How to Make Experiments Reproducible
enc.generate() draws from NumPy’s global random state by default, which
changes between Python sessions. Setting a global seed or passing a seeded
HDCGenerator produces identical hypervectors on every run.
Setting a global seed
import pyhdc
import random
import numpy as np
import torch
random.seed(42) # sets the global seed for Python's built-in random
np.random.seed(42) # sets the global seed NumPY seed
if pyhdc.TORCH_AVAILABLE:
torch.manual_seed(42) # sets the global seed for PyTorch
torch.cuda.manual_seed_all(42) # sets the global seed for all CUDA devices
enc = pyhdc.MAP_C(dimension=10_000)
hv = enc.generate() # always the same for seed=42
print(hv.data[:5])
Basic reproducibility with seeded generators
Pass a seeded generator to the encoding constructor:
import pyhdc
from pyhdc.generation import CommonLCGGenerators
gen = CommonLCGGenerators.numerical_recipes(seed=42)
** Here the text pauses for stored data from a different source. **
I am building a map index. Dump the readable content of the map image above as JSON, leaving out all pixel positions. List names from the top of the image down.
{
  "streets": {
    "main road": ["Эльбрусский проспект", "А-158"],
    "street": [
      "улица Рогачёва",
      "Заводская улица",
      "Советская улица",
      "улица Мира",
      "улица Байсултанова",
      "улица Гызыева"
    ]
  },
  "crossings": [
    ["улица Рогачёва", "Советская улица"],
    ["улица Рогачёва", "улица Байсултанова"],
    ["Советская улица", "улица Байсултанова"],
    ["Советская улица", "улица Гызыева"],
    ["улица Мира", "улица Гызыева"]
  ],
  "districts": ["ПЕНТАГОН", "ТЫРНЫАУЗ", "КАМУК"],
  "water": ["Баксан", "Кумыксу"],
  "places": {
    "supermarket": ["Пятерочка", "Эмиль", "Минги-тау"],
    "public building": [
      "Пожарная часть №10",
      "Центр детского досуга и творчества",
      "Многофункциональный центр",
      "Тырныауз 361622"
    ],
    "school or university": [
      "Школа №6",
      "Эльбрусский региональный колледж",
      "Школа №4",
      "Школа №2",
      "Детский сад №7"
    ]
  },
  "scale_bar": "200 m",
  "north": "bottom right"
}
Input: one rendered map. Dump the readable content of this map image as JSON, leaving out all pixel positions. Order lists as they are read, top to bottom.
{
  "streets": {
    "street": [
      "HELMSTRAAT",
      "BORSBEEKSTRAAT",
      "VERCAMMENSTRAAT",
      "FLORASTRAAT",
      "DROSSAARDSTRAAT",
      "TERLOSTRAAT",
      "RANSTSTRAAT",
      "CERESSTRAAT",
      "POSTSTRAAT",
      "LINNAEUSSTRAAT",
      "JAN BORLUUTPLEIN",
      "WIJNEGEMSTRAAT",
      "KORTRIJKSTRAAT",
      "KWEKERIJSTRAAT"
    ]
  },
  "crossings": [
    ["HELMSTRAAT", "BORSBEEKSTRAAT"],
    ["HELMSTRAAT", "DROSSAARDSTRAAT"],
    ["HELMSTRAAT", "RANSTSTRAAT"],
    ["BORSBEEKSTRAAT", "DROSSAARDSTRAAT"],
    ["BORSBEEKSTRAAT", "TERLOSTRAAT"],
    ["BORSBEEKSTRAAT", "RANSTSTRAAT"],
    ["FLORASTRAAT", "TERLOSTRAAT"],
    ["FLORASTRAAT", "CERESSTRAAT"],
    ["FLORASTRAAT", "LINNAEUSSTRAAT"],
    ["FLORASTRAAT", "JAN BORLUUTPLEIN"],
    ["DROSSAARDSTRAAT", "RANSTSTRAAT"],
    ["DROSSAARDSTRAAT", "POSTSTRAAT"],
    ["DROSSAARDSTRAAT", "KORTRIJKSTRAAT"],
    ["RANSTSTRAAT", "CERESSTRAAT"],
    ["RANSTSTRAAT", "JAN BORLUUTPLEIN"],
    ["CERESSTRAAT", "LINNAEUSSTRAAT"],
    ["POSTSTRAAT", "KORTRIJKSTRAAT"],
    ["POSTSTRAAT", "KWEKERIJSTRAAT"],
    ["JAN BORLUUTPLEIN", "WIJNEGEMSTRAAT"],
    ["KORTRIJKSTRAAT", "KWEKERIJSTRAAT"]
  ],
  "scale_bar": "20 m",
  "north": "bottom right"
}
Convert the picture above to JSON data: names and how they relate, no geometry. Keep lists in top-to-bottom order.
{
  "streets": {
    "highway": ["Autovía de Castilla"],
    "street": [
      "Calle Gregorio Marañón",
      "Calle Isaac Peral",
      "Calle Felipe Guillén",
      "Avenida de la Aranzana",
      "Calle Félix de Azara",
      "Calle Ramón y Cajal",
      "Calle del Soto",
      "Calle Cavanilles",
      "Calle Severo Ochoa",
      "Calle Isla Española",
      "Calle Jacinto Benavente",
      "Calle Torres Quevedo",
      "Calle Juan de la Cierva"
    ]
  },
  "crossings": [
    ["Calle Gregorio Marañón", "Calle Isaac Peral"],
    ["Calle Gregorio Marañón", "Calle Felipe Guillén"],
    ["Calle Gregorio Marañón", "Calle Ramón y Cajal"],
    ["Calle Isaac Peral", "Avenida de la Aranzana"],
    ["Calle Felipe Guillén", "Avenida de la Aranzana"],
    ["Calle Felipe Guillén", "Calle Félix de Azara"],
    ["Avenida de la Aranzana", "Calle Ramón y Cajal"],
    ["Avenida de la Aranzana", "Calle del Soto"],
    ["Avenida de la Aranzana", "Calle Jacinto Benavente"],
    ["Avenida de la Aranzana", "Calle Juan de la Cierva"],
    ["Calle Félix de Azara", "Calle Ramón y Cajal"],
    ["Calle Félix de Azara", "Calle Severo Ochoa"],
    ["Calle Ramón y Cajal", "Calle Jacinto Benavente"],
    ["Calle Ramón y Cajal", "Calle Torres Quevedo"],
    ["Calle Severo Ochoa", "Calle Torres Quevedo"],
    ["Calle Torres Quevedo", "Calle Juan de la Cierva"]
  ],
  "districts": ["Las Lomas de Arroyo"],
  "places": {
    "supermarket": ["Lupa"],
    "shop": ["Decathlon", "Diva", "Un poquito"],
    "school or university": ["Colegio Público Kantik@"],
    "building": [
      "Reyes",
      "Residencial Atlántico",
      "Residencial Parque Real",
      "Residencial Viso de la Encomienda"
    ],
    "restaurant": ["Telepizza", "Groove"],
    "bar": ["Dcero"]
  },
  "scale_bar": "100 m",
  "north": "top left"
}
enc = pyhdc.MAP_C(dimension=10_000, generator=gen)
hv = enc.generate() # always the same for seed=42
print(hv.data[:5])
Re-run the same generation by calling reset() before each run:
gen.reset()
hv_run1 = enc.generate()
gen.reset()
hv_run2 = enc.generate()
import numpy as np
print(np.allclose(hv_run1.data, hv_run2.data)) # True
Building a reproducible codebook
from pyhdc.generation import CommonPCGGenerators
gen = CommonPCGGenerators.pcg32(seed=0)
enc = pyhdc.MAP_C(dimension=10_000, generator=gen)
items = ['apple', 'banana', 'cherry']
gen.reset()
codebook = {name: enc.generate() for name in items}
Snapshotting and restoring state
If you need to resume generation mid-experiment from a known point, snapshot
the state with get_state(); the exact return type is
generator-specific:
gen.reset()
_ = enc.generate() # consume one vector
state = gen.get_state() # snapshot
hv_a = enc.generate()
# Restore and re-generate from snapshot
gen.set_seed(gen._seed) # or: recreate with same seed and advance manually
# Note: get_state / restore API is generator-dependent; reset() is the
# most portable option for full reproducibility
Bypassing the generator for a single call
Pass use_generator=False to generate one vector from NumPy’s default
random state without advancing the custom generator:
hv_np = enc.generate(use_generator=False) # uses NumPy, not the LCG
Reproducible batched generation
A tuple size produces a dimension-first batch: generate(size=(D, N))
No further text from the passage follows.